If you exhibit the cognitive distortions in the slideshow, this likely doesn't matter to you. Money, time, and goodwill are all meaningless if you don't achieve your ambition, per all 5 of them.
Just because you exhibit that distortion doesn't mean it's true! You might be less happy, even if you consciously think that the only thing that matters is chasing your ambition.
When it comes to happiness, there's no such thing as "true" outside of your own cognitive perceptions. I mean, what would that even look like? Your own happiness is just an emotion happening inside your head; how could any other person, without access to your head, tell you that you're "wrong" in perceiving that?

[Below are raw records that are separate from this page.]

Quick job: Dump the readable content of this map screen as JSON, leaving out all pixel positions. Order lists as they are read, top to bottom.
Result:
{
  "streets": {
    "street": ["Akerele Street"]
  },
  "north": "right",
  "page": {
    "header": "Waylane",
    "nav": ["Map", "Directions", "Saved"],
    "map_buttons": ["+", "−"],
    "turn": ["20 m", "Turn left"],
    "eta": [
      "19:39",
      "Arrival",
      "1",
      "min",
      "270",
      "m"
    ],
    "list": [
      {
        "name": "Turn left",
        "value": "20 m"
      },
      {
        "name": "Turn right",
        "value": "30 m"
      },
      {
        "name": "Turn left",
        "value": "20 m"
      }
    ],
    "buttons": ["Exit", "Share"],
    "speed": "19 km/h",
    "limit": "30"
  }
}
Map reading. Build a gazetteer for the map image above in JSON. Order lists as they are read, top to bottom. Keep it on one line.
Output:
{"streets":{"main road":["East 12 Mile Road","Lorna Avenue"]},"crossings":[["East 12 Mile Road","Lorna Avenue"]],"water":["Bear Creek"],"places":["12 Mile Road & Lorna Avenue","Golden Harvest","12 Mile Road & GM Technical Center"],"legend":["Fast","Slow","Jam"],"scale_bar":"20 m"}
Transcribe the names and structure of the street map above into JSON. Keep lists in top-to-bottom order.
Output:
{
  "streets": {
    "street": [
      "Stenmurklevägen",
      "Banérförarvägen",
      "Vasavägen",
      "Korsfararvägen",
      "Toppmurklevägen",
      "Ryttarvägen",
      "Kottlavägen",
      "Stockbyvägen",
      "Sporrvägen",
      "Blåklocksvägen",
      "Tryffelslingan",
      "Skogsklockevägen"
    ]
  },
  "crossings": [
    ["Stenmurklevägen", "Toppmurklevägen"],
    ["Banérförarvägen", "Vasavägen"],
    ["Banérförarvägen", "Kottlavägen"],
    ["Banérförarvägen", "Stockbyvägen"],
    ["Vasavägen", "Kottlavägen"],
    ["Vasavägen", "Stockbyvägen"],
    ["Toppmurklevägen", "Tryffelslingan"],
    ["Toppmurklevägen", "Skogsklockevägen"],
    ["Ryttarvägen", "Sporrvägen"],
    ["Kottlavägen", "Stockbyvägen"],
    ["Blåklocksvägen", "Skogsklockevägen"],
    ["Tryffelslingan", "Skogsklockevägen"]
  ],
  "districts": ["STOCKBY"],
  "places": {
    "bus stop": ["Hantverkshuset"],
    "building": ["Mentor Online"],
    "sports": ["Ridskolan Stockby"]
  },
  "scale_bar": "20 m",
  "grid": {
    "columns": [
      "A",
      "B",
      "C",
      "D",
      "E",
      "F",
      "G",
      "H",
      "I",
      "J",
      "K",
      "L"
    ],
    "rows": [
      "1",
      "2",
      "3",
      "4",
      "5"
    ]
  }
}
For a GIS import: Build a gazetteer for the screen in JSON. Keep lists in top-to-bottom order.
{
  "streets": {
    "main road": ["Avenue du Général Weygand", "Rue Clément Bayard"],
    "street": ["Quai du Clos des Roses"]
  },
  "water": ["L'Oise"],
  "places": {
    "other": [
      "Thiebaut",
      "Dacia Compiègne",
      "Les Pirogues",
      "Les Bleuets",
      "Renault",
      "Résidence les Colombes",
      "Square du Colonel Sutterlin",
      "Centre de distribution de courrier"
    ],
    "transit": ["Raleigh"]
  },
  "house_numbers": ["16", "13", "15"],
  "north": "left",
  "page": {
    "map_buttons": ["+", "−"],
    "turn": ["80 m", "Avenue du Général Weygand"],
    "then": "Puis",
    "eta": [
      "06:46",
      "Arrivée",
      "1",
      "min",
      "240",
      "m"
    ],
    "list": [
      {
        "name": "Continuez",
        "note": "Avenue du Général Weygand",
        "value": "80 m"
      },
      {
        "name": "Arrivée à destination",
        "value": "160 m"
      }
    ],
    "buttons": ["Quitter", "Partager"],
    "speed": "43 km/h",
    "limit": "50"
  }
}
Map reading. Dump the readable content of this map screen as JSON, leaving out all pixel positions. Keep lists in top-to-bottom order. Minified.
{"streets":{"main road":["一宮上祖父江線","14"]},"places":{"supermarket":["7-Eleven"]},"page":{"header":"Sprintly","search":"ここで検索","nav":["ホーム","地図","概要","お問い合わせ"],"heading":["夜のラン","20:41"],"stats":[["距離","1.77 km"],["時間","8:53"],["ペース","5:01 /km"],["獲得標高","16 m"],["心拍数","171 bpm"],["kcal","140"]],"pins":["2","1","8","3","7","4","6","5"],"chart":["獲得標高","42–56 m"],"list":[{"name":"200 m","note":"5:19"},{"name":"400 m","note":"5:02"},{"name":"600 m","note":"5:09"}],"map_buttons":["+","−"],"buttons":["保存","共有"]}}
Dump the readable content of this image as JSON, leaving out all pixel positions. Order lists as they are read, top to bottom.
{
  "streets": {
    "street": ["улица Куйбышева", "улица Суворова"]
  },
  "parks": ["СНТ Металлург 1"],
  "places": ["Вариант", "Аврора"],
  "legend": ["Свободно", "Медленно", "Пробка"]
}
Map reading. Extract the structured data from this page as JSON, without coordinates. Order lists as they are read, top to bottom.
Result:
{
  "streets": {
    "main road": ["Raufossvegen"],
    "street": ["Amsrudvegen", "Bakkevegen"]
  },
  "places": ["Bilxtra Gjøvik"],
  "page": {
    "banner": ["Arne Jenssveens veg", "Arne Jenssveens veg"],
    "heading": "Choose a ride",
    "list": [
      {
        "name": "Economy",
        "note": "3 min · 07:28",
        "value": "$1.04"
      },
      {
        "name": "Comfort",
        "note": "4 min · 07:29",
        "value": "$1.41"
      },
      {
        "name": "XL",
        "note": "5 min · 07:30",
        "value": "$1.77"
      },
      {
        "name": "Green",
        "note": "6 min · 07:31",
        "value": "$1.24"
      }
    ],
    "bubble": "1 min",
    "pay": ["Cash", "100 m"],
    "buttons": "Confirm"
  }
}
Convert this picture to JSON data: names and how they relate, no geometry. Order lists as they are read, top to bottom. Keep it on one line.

Now, it's possible for someone's actions to suggest that they have some subconscious motivations that are in conflict with what they say makes them happy. And it's also possible for them to grow in ways that overcome these cognitive distortions, such that chasing an ambition over all else is no longer fulfilling for them. But even if that happens, in the moments before growth they still were not losing out on anything, because their psyche at the time didn't care about what they missed out on.
> Your own happiness is just an emotion happening inside your head; how could any other person, without access to your head, tell you that you're "wrong" in perceiving that?
Saying happiness is a kind of mental state doesn't mean that you're guaranteed to be right about whether you're in it. People are constantly in denial about whether they're jealous, depressed, angry, etc. Happiness is the same thing. We all undergo some mix of positive and negative experiences in our life. We come to a conclusion about whether those add up to happiness, and that conclusion is colored by many things, like the idea that we're fulfilling some important purpose, or "crushing it" or whatever else.
As for your point about "who can tell you you're not happy", that's missing the point. It's true that someone else who is not privy to your stream of consciousness probably isn't in a position to tell you whether you're happy. But that in no way implies that your own judgment is infallible. Nothing about the world guarantees that every truth is knowable by someone, at least not easily. It may be that you're blind to your own mental state.
However, we have very good evidence in aggregate that many people chase success at the expense of happiness. They often later describe a feeling that they were deceiving themselves.